龔炎則漫不經(jīng)心的又蘸了一塊送過來,道:“爺昨兒夜里來看你,見你吧嗒嘴兒,口水都要流出來,爺近了聽,你含糊的說什么肉,可憐見的,爺這一宿沒睡踏實,就想著給你弄肉吃了。”
春曉一口肉噎在嗓子眼,咳咳的咳嗽,龔炎則忙遞給她茶碗,在她后背拍了拍,“你慢著點吃,整只乳鴿都是你的,沒人搶。”
“三爺!……”春曉順過這口氣,都不知道說什么好了,咬牙道:“你胡說!”她怎么不記得做夢吃好吃的,沒影兒的事!
龔炎則樂了,道:“你快吃,爺是不是胡說你也吃了,吃一口也是吃,吃一只也是吃。”
春曉就往一旁躲,龔炎則的筷子就落了空,就見他長臂一伸,把春曉的后腦勺按住,誘惑道:“你吃一塊,爺吃一塊,如何?”
“您別鬧了,叫人見了不好。”若是被誰說出去,龔炎則可真要被戳一輩子脊梁骨,不孝在哪里也說不出理去。
“登云守著呢。”龔炎則將肉貼上春曉的嘴角,非要看她吃下去,春曉也惱了,心想:老太太又不是我什么,這孝不守也罷,便一張口把肉吃了,哪想還沒下肚,龔炎則的唇猝不及防的貼了上來,蜻蜓點水的沾了一下又離開了。
春曉怔住。
龔炎則伸手在他嫣紅的臉頰摸了摸,笑道:“有福同享,有難爺一個人當(dāng)。”隨后春曉被他摟住,微嘆著道:“爺方才路過天香樓,聞到鹵鴿的味兒,想起有一年爺在這吃酒,與個不相干的醉鬼打了起來,當(dāng)時一起吃喝的不是什么正經(jīng)兄弟,一伙人攛掇起哄,爺差點把人打死,那時爺也就十二三的年紀(jì),見天的到處鉆營賺錢的路子,這一仗下來沒成商人成了痞子,名聲臭的不行,沒有正經(jīng)商人與爺做生意,老太太見我垂頭喪氣的不愿出門,就叫人買了乳鴿回來,就這個。”
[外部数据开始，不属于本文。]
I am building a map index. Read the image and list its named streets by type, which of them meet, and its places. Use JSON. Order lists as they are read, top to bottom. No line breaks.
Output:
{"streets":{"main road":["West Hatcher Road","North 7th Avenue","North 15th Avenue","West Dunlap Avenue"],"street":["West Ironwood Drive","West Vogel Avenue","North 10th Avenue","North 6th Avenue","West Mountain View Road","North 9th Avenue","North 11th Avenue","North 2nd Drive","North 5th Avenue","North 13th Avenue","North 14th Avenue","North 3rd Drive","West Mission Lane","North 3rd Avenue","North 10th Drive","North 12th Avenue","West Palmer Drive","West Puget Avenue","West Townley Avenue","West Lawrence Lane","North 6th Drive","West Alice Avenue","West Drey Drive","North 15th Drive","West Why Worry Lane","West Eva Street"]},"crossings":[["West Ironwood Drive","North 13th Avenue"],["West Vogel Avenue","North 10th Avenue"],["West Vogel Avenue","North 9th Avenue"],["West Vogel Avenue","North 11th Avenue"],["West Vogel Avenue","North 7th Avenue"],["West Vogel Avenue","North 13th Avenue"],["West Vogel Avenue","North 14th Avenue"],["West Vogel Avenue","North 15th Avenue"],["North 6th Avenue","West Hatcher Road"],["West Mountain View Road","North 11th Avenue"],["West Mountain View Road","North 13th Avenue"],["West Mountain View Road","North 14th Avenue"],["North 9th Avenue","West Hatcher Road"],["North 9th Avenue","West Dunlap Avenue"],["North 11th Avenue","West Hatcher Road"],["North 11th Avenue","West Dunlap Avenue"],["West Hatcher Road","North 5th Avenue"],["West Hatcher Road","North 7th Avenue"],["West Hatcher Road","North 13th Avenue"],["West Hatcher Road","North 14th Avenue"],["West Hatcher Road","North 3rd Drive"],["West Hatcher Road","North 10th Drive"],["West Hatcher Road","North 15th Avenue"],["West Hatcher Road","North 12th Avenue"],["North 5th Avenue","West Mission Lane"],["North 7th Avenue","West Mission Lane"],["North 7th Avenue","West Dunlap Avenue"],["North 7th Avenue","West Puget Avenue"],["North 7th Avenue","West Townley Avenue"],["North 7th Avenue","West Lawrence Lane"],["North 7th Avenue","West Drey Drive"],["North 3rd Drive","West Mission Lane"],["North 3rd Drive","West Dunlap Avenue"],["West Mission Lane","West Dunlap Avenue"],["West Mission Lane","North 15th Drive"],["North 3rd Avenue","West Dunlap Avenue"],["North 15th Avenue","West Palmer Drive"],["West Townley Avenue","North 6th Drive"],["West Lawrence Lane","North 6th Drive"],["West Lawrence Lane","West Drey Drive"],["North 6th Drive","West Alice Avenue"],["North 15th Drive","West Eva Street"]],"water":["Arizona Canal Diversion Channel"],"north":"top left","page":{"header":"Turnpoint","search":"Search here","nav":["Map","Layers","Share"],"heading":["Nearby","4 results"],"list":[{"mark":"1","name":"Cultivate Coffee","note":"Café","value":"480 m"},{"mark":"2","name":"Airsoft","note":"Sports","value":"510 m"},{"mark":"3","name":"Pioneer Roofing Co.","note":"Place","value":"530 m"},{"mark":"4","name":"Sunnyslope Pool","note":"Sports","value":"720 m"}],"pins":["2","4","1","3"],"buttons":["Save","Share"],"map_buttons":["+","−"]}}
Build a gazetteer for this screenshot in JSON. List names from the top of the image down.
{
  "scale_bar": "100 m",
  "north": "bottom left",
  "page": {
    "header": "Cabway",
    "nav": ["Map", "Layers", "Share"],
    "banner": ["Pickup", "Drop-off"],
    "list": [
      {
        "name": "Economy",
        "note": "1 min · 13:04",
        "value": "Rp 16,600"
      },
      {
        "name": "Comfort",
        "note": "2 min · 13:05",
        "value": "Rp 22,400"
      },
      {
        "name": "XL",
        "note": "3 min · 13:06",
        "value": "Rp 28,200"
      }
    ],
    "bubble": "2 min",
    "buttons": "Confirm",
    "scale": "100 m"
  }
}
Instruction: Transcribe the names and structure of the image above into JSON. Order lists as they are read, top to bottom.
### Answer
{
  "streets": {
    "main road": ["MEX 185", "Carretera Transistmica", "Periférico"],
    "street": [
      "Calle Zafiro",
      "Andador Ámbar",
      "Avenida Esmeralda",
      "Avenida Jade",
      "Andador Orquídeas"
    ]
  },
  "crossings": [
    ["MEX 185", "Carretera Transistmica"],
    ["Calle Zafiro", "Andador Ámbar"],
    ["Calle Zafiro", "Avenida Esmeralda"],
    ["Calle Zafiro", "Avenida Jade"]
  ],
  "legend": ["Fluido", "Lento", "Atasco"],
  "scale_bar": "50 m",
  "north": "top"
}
他指了指春曉碟子里的,“老太太與我說,她這輩子沒別的盼頭,只盼著將來我娶了媳婦,能想著買乳鴿要買兩只,一只給媳婦解饞,一只給她當(dāng)孝敬,那她就滿足了。”
春曉原本要把他的手臂撥弄開,聽到這頓住。
“后來爺想通了,就為著我媳婦那口吃的,老太太那點子盼頭,爺也得往外闖,后來還真叫爺闖出點名頭,可惜老太太先走了。”龔炎則輕輕一嘆,轉(zhuǎn)過來把春曉的下巴抬起,深深看著道:“幸好饞媳婦還在,不然爺拼了這么多家財給誰享受呢。”
春曉哽咽的咬住唇角,一時心全亂了。
再說大房那里,馮氏見了小肚微凸的焦氏,但見面若嬌雪,眼含秋波,一點朱唇檀口,細長的眉眼,頭上挽的百合髻,簪一朵瑩白的花兒,耳朵上綴著蓮子米粒大的素白珠墜,一身素裙,盈盈拜了下去,聲音細細軟軟,“焦氏給太太請安。”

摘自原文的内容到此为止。